It was stuffy hot in the crowded hall at Poland's Union of Writers. Every seat, every available inch of space, was occupied by those who had come to hear the poems of Czeslaw Milosz, the Polish emigre' who was awarded this year's Nobel Prize for Literature.

An historical event, Poland's literati called it, at a time when historical events seem to be happening almost daily somewhere in Poland. Milosz, of course, could not be here because he defected to the United States almost 30 years ago from his job as a cultural attache' at the Polish Embassy in Paris.

The presence of television crews gave the evening a sort of official sanction, although Milosz is referred to in the 13-volume Polish encyclopedia as an enemy of the people's Poland. His poetry had been largely banned from publication here.

Richard Matuszewski, former poetry editor for the Warsaw publishing house Cztelnik and a friend and contemporary of Milosz, told the audience of trying to assemble a collection of the poet's works for publication. The intention was to get Milosz, 69, into print in Poland either before he won a Nobel prize or before he died.

Generally speaking, it is easier for Polish emigre artists to receive recognition in Poland once they are dead since then they can no longer speak out against the powers that be here.

But the Polish playwright, Victor Gombrowicz, who died in 1969, proved the exception. He had left a stumbling block even after his death by instructing his wife to permit publication of his works in Poland only if his memoirs -- which contain political statements unacceptable to Poland's communist leadership -- would be published first.

To avoid a repeat of this untenable situation with Milosz, it was decided in Polish writing and publishing circles to press for publication of his works before his death.

The authorities balked. Even last year, when there was word that Milosz had been nominated for a Nobel, Matuszewski was informed by the director of the PIW publishing firm that permission to print Milosz would not be approved by Jerzy Lukaszewicz, then head of ideology and propaganda in Poland.

The mention of the name of the dreaded former chief censor drew deep booing from the audience, as Matuszewski related the story. Lukaszewicz is gone now, discredited and dismissed two months ago in a Politburo shakeup during the middle of the Baltic seacoast strikes.

On the day Milosz won the Nobel prize, he received a telegram of congradulations from Polish President Henryk Jablosnki. The poems and other works are expected to appear soon in officially approved Polish editions, lacking only the most political work.

A man in the audience at the Writers' Club whispered to one standing next to him, "Lukaszewicz is out, Milosz is in," and smiled, as if to say that Polish justice is, after all, now as good as any other.

Gustav Holoubek, considered by some to be Poland's finest actor, read a selection of Milosz's poems dating from the mid 1940s to the 1970s.
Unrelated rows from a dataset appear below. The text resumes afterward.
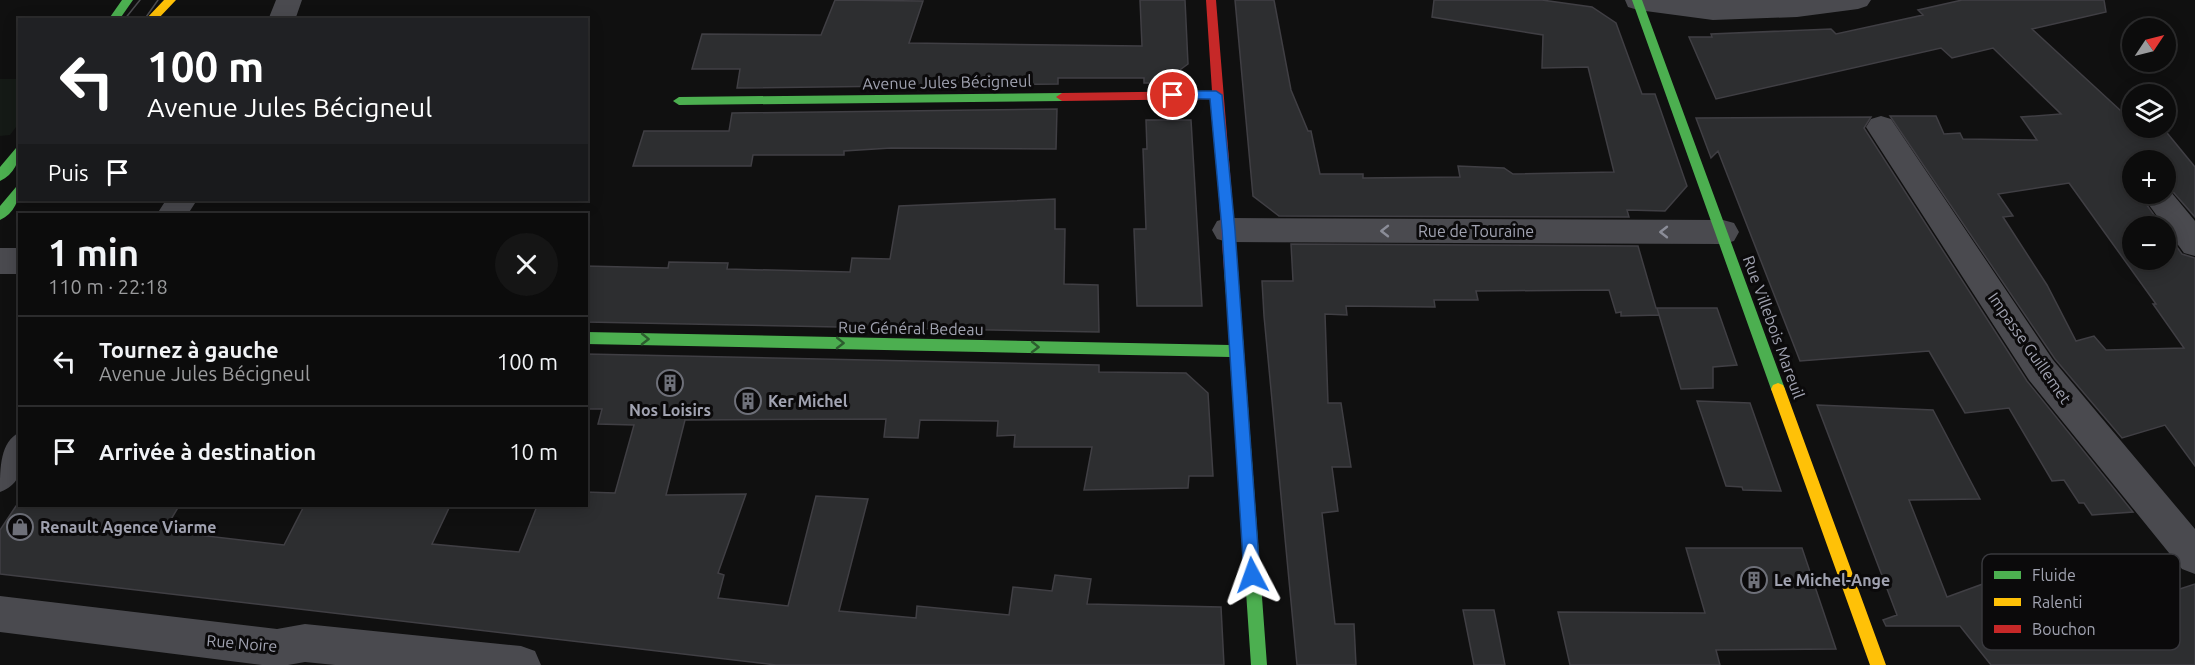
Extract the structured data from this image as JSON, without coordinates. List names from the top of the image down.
{
  "streets": {
    "street": [
      "Avenue Jules Bécigneul",
      "Rue de Touraine",
      "Rue Villebois Mareuil",
      "Rue Général Bedeau",
      "Impasse Guillemet",
      "Rue Noire"
    ]
  },
  "crossings": [
    ["Rue de Touraine", "Rue Villebois Mareuil"]
  ],
  "one_way": ["Rue de Touraine", "Rue Général Bedeau"],
  "places": {
    "building": ["Nos Loisirs", "Ker Michel", "Le Michel-Ange"],
    "shop": ["Renault Agence Viarme"]
  },
  "legend": ["Fluide", "Ralenti", "Bouchon"],
  "north": "top right",
  "page": {
    "map_buttons": ["+", "−"],
    "turn": ["100 m", "Avenue Jules Bécigneul"],
    "then": "Puis",
    "heading": ["1 min", "110 m · 22:18"],
    "list": [
      {
        "name": "Tournez à gauche",
        "note": "Avenue Jules Bécigneul",
        "value": "100 m"
      },
      {
        "name": "Arrivée à destination",
        "value": "10 m"
      }
    ]
  }
}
But no matter how emotively read, Milosz's poems are still difficult to understand -- "complex and erudite, challenging and demanding, changing between different moods and levels, from elegiac to furious, from abstract to extremely concrete," said the Swedish Academy of Sciences in making the award.

The poems selected for reading included several from the early postwar period:

"In Warsaw," in which Milosz wrestles with both the love and the mournfulness he feels for Poland. "I didn't want to love like this, it wasn't my intention," he writes. "I didn't want to feel so much pity, it wasn't my intention."

"Campo di Fiori," which is also rich in constrasting images of festivity and dying and which, in the end, presents the poet as the voice protesting human indifference.

In addition, several more recent poems were recited, including "My Faithful Tongue," in which Milosz attacks the Polish language as "the tongue of the humiliated, the tongue of the unwise and those hating themselves perhaps more than they hate other nations, the tongue of confidants, the tongue of the confused." It is a skeptical, ironic poem that tells of Milosz doubting whether anything he writes has meaning, but which leaves the sense that it does.

"We picked the poems that echoed most in ourselves," explained Jozef Hen, Polish author, vice president of the Writer's Union and an organizer of the Milosz poetry reading. "Milosz has in himself the Polish sickness, as we call it. He is always troubled with his Polish fate. The unhappiest country, he said of Poland once."

During his frequent lectures on Milosz, especially to young audiences, Matuszewski said he is often asked about the poet's political views, about what it was that got Milosz on the official blacklist.

"I tell them like it is, that they were slightly different times back then when great pressure was exerted on artists.

"One of the great paradoxes of Milosz winning the Nobel prize now," Matuszewski continued, "is that normally the award opens the way for an author to be published and known around the world. In the case of Milosz, it is the opposite. Now we can know him here."